As we mentioned above, you can create a smart chatbot using natural language processing (NLP), artificial intelligence, and machine learning.

AI-based chatbots can mimic people’s way of understanding language thanks to the use of NLP algorithms. These algorithms allow chatbots to interpret, recognize, locate, and process human language and speech.

AI neural networks (NNs) have an architecture that enables them to remember the most important parts of previously read text, words, and phrases by passing key information throughout the network and generating responses based on it.

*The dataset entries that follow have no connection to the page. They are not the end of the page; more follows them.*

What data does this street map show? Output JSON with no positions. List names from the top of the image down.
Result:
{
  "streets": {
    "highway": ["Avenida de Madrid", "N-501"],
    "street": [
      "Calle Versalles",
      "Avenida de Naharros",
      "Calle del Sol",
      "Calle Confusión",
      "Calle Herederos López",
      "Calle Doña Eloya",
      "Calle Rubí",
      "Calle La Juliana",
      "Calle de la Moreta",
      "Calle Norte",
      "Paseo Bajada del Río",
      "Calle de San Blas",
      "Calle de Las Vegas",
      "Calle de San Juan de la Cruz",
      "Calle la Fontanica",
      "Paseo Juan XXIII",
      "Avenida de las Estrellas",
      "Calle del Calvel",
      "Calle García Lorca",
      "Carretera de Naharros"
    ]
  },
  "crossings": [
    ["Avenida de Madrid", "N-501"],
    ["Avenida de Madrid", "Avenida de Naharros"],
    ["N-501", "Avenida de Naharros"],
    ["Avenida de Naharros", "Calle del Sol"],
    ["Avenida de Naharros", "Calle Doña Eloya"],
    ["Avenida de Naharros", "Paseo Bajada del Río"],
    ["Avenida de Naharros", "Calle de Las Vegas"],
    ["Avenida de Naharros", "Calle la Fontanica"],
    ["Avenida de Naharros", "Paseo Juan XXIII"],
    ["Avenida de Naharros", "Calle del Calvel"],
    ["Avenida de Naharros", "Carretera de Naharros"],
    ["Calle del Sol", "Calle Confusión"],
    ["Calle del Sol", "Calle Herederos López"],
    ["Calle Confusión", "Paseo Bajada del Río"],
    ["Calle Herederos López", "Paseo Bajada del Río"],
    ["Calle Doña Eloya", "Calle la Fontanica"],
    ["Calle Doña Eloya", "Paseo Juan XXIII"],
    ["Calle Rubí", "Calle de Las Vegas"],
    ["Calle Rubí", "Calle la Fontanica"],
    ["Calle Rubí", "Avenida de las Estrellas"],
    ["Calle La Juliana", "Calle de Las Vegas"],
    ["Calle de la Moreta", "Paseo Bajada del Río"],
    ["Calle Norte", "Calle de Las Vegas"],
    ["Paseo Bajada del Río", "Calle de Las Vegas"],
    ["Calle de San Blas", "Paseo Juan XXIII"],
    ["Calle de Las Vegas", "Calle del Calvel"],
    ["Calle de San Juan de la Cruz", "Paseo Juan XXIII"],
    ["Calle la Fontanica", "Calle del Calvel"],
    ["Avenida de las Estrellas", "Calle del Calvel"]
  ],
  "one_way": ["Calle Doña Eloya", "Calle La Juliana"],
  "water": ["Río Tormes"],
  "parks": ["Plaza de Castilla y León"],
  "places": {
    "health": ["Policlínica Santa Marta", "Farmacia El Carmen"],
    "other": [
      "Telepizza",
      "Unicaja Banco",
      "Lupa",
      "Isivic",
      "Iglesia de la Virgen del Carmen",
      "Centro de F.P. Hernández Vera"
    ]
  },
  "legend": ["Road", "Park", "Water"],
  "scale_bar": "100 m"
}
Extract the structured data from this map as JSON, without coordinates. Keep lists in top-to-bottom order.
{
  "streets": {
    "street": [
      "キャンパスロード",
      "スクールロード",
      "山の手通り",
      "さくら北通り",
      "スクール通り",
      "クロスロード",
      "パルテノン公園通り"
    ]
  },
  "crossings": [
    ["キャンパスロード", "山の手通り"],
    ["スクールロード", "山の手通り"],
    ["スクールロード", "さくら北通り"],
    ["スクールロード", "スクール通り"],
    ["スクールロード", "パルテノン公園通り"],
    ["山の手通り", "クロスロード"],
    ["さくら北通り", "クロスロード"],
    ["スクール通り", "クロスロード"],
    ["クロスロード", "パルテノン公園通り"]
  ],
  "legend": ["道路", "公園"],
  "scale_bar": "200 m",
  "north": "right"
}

There are three commonly used types of AI neural network architectures for developing smart chatbots:

  • Recurrent neural network
  • Long short-term memory
  • Transformer model

Below, we briefly describe each of them so you can better understand which purpose each AI neural network pursues:

1. Recurrent neural network (RNN). The main idea of this model is to pass the most important data from the text that’s being processed to the next layers for the network to learn and improve. As you can see in the scheme below, besides the x input information, there is a pointer that connects hidden h layers, thus transmitting information from layer to layer.

1 rnn architecture

Figure 1. Recurrent neural network architecture

RNNs process data sequentially, one word for input and one word for the output. In the case of processing long sentences, RNNs work too slowly and can fail at handling long texts.

2. Long short-term memory (LSTM). This model is based on the same idea of passing the previous information through all network layers. The only difference is the complexity of the operations performed while passing the data. The network consists of n blocks, as you can see in Figure 2 below.

2 long short term memory architecture

Figure 2. Long short-term memory architecture

LSTM networks are better at processing sentences than RNNs thanks to the use of keep/delete/update gates. However, LSTMs process text slower than RNNs because they implement heavy computational mechanisms inside these gates.

3. The transformer model. This is the first sequence transition AI model based entirely on multi-headed self-attention. It is based on the concept of attention, watching closely for the relations between words in each sequence it processes. In this way, the transformer model can better interpret the overall context and properly understand the situational meaning of a particular word. It’s mostly used for translation or answering questions but has also proven itself to be a beast at solving the problems of above-mentioned neural networks.

Note: You can find a detailed explanation of the transformer architecture in “Attention Is All You Need.”

All these specifics make the transformer model faster for text processing tasks than architectures based on recurrent or convolutional layers.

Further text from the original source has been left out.